日本が女子W杯で優勝してから、今日で5日が経った。彼女たちが成し遂げた偉業については、改めて言うまでもない。本当に素晴らしいの一言だ。あの日以来、メディアはなでしこジャパンのオンパレードとなっているね。

メディアは、ニュースが生活の糧だ。他のスポーツがあまり盛り上がっておらず、世界水泳までの空白期間の今、なでしこジャパンは格好のターゲットとなっている。過去最大とも言ってもいいフィーバー状態だ。当然予想されたこと、また懸念されていたことではあるけど、あまりにエスカレートしている印象を受けるね。

数字が取れなくなるまで、彼女たちを使い倒すのだろう。継続的に女子サッカーを取り上げていこうという姿勢など、微塵も感じられない番組構成が目立つ。
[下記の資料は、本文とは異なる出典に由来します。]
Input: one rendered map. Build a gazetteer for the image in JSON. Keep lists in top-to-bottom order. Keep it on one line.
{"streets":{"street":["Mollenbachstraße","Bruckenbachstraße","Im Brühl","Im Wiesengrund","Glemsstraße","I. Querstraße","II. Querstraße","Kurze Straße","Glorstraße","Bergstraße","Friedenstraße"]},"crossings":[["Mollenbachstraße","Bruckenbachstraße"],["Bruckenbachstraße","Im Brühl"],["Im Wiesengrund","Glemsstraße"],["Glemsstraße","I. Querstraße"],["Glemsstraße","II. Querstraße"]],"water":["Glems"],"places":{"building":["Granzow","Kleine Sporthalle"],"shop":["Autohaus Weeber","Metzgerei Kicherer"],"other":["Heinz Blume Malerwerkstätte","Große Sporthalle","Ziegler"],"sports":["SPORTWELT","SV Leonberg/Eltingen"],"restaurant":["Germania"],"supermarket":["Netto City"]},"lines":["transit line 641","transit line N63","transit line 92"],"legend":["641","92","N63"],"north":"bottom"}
女子サッカーの継続的な発展を願うなら、取材のポイントは変わってくるはずだよ。熊谷の宴席での様子がツイッターにアップされて一騒動になったが、澤の過去のボーイフレンドにコメントを求め、無闇に取り上げるマスコミのほうが性質が悪いと思うのは僕だけかな。

今回の優勝での経済効果は、1兆円とも2兆円ともいわれている。果たしてそのお金はどこへいくのだろうか。彼女たちにフィードバックされたのは、わずかばかりのボーナスのみだ。

サッカー協会も彼女たちも、あまりの過熱ぶりに、自分たちでもわけのわからない状態になっているんじゃないかな。なでしこジャパンは、スクラムを組んで、自分たちをもっと高く売っていい。このままでは本当に、使い捨てにされるだけだ。あれほどの偉業を達成した彼女たちが、そんなふうに捨てられるのは見てられないよ。


最後に一つ。日本中がなでしこフィーバーで盛り上がる中、僕の友達であるラモス瑠偉の奥さん、初音さんが亡くなられた。彼女のことは、独身時代から知っている。外国人が日本に来て、そこで仕事をし、生活するのは簡単ではない。初音さんはそんなラモスに寄り添い、一人の妻としてだけでなく、ときに母親として、ときにマネージャーとして、ラモスのすべてを支えていた。外国人であるというハンディを、全部背負ってくれていた。ラモスはあのとおり熱い人間だから、彼女を愛す気持ちも人一倍強かったろうし、今の落ち込みぶりを想像するに胸が痛い。初音さんのご冥福をお祈りします。